I fail to see the benefit of a consistent appearance when it consistently looks like ass. Anyway, most Florida homes don’t have second floors.

As far as I can tell, most houses build in last ten years are two stories around Orlando. I checked the census bureau and multi-story houses passed single story about 1998.

http://www.census.gov/const/www/charindex.html#singlecomplete

When I bought my house in 2004, the difference between a 1900 sqft one story and 2800 sqft two-story was only about 30k. I will freely admit that I was seduced by the model and bought more house than I needed.

Do you have any evidence that the Florida housing market builds less two-story houses than the national housing market?

This isn’t about housing, but college architecture. The local CC has recently built some buildings that feature lots of corrugated metal on the exterior. Very modern and shiny. The thing is, it’s really sunny and hot here most of the time, so it’s quite common to get painfully bright light reflecting off the building into your eyes. Ow.

Seems to me that feature would work much better in, say, Seattle. Or Scotland.

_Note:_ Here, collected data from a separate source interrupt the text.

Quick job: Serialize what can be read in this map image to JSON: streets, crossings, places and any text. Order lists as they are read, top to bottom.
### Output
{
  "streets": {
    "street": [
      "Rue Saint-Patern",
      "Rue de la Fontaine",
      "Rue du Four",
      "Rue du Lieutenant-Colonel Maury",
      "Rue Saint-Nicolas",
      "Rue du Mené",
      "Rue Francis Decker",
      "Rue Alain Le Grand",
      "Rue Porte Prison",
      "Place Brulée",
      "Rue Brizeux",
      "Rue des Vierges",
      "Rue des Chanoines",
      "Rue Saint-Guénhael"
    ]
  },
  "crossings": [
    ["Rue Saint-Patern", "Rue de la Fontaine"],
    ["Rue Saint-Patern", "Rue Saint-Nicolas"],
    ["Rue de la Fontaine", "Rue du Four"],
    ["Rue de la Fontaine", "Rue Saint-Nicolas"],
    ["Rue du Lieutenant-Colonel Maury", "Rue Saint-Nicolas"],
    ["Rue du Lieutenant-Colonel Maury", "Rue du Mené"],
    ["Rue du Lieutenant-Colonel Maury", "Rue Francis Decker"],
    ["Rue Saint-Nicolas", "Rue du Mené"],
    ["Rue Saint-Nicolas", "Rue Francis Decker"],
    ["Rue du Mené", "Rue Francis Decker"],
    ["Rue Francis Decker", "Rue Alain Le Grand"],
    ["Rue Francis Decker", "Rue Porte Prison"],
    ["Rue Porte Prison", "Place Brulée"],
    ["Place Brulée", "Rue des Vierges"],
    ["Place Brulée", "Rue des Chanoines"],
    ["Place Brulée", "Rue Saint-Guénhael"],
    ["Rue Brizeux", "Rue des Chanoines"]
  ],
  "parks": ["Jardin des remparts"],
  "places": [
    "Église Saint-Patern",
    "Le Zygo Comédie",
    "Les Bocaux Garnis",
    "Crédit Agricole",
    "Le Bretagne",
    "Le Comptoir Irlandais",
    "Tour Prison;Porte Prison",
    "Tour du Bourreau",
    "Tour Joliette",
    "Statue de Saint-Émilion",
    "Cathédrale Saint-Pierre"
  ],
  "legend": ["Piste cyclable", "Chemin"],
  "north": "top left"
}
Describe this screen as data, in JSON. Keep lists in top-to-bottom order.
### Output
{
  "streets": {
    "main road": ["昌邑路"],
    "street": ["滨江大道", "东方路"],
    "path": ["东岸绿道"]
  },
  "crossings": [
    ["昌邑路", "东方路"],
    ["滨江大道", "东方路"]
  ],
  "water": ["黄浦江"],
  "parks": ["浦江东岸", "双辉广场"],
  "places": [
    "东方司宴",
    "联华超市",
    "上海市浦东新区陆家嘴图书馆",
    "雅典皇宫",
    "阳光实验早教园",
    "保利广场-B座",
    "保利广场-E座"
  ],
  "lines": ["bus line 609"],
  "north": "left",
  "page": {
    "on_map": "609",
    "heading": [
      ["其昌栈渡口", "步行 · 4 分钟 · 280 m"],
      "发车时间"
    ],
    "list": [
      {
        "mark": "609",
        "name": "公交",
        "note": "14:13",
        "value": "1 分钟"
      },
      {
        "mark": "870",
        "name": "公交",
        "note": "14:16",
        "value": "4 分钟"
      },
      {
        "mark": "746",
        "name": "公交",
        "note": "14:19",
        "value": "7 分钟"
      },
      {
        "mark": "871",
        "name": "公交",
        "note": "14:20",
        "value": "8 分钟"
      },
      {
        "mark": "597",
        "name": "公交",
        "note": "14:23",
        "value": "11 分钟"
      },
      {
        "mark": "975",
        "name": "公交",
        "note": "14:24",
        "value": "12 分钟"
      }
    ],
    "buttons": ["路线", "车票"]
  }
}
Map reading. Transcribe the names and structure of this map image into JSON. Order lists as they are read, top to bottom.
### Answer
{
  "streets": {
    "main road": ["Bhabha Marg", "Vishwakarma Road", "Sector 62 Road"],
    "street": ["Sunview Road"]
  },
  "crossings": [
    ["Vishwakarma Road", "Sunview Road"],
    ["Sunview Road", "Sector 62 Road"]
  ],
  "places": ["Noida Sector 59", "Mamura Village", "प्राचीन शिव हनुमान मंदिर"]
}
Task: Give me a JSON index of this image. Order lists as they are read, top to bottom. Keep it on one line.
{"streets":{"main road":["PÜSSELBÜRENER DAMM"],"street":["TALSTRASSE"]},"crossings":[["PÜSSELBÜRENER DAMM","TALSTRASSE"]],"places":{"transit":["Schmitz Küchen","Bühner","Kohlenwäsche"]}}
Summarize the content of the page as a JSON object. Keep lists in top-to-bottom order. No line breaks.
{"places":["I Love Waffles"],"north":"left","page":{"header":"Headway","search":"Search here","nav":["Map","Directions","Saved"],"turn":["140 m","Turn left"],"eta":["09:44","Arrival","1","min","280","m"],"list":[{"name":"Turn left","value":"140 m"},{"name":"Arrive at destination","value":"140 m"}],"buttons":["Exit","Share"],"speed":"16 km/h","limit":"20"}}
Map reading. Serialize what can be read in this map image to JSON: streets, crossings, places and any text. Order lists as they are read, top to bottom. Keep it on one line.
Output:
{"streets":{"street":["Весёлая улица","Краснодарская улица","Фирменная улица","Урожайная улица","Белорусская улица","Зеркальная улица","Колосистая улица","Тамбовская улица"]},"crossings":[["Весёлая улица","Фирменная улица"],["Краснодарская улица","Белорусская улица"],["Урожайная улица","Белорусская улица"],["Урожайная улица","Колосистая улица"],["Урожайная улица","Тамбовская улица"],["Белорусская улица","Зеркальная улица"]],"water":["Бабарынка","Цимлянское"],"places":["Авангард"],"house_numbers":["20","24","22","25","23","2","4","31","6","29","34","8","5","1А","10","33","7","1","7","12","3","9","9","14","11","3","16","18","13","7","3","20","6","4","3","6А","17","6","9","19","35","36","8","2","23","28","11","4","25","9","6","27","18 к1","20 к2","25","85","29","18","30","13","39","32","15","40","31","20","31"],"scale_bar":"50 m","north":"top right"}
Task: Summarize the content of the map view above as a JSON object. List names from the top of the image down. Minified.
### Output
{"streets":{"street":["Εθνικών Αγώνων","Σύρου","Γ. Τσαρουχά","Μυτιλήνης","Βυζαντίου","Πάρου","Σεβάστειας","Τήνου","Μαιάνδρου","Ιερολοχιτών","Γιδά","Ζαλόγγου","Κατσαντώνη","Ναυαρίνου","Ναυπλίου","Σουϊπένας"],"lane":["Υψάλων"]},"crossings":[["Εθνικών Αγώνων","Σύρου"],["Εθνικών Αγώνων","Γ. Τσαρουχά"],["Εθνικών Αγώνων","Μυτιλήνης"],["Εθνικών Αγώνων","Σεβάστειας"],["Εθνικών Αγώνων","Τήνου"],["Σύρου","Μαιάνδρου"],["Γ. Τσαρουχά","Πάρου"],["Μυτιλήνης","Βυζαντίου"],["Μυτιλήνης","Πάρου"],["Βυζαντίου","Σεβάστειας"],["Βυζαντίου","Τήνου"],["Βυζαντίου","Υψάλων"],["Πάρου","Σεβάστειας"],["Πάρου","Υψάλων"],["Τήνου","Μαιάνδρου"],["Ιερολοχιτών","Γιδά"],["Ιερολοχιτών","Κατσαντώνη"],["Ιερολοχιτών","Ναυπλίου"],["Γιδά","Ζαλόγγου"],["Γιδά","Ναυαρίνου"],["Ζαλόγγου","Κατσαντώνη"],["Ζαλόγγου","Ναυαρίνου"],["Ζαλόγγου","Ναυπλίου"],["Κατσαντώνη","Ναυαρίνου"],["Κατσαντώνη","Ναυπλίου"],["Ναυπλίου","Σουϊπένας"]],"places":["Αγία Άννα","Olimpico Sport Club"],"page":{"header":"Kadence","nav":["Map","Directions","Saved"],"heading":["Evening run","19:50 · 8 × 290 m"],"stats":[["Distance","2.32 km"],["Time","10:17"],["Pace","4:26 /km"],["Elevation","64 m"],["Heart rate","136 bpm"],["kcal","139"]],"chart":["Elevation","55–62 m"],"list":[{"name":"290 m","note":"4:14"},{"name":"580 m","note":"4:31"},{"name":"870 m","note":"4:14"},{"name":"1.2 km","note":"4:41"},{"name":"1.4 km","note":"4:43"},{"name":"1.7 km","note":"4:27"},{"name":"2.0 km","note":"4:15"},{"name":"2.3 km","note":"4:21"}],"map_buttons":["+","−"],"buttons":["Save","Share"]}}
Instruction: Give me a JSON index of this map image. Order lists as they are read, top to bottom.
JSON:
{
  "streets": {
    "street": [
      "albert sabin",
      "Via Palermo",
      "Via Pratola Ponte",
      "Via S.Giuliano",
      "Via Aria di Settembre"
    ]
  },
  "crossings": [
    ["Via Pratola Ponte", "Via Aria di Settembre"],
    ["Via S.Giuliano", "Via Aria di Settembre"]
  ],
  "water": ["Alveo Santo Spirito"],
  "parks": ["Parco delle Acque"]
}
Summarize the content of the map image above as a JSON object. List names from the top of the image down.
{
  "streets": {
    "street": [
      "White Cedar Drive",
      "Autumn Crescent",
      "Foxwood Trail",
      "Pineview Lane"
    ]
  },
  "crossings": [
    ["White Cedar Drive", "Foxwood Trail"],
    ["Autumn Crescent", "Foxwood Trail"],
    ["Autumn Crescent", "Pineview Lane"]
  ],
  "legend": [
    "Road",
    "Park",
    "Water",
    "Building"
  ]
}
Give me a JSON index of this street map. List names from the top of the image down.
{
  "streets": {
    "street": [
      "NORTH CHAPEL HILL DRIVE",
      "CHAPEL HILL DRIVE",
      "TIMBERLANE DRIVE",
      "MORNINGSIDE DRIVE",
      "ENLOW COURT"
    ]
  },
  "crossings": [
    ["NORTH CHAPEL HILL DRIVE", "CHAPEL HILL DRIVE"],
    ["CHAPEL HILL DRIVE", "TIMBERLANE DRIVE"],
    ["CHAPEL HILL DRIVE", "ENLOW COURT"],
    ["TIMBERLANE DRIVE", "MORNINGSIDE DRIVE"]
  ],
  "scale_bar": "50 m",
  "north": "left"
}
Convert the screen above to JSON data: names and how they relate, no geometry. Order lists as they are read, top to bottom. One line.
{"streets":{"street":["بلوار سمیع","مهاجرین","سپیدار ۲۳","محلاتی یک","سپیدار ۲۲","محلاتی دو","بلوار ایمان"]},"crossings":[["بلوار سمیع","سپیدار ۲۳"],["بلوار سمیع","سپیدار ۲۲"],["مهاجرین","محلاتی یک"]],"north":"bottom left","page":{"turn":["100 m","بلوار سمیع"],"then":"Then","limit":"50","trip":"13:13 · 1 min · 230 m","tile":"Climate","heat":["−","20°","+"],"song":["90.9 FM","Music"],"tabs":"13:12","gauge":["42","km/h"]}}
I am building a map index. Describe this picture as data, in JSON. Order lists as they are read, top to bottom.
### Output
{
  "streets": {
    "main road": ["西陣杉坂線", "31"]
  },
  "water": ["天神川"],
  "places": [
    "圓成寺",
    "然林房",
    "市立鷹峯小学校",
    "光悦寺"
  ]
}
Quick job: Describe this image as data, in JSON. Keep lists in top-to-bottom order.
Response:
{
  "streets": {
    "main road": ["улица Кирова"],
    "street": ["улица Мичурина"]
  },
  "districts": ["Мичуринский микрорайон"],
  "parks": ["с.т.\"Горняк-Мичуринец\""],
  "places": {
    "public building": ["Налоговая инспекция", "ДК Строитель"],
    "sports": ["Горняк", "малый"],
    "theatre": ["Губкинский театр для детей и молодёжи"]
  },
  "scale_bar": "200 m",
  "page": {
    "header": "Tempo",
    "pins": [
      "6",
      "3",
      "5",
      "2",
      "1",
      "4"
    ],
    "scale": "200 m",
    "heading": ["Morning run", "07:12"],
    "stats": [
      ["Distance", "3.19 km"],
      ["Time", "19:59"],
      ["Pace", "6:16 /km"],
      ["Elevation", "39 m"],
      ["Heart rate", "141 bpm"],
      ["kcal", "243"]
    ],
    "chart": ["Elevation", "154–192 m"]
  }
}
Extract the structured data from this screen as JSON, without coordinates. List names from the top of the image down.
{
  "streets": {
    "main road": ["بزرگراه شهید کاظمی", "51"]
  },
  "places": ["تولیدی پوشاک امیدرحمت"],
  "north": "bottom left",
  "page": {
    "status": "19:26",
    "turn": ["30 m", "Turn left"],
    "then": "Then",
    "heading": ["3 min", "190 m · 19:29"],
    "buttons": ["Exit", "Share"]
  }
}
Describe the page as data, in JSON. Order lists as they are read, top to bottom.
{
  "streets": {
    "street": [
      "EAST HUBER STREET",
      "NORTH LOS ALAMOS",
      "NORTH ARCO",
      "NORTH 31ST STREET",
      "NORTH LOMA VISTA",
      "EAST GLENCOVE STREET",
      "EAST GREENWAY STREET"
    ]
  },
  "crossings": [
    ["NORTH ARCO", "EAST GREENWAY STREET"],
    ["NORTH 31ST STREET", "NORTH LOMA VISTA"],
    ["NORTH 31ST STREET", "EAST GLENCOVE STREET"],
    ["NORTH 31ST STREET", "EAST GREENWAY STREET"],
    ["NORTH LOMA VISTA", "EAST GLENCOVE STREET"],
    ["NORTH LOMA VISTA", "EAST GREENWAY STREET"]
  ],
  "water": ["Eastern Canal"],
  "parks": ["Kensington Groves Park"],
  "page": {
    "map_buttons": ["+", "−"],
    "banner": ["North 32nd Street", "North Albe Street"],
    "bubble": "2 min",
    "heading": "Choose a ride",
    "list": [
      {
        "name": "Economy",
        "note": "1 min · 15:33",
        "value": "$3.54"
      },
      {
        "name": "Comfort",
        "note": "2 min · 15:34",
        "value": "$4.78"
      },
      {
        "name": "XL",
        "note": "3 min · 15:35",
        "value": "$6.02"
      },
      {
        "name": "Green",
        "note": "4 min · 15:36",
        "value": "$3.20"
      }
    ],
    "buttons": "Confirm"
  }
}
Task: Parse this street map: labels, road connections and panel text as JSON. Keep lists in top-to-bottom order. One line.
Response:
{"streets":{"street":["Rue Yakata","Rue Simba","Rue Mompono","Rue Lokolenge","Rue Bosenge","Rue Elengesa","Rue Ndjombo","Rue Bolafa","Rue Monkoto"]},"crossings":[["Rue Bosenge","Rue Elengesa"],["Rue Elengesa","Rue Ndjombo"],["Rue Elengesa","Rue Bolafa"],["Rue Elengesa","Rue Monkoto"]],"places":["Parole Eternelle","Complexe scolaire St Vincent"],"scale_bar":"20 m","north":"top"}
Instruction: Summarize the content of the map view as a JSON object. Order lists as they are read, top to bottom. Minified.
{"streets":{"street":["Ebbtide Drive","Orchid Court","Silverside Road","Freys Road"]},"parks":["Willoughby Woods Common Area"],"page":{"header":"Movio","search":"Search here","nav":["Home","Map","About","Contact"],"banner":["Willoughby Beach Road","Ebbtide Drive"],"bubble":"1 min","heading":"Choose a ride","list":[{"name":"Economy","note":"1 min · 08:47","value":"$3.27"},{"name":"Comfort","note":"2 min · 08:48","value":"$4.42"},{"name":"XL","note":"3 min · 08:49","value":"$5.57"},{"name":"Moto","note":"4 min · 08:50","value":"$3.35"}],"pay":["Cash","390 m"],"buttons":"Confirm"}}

Townhomes with a garage that is a tall flight of steps below the kitchen. Who wants to drag their groceries up to the kitchen? When I was looking for a place for my mum, I suggested to the builder that they consider offering the option of a dumb waiter (small elevator) that could carry a couple of sacks of groceries from the garage to the kitchen level because anyone over age 60 would love that feature.

Actually, no. I was just going by my own experience. The numbers for 2 stories or more include “1 1/2” storey buildings. What does that mean?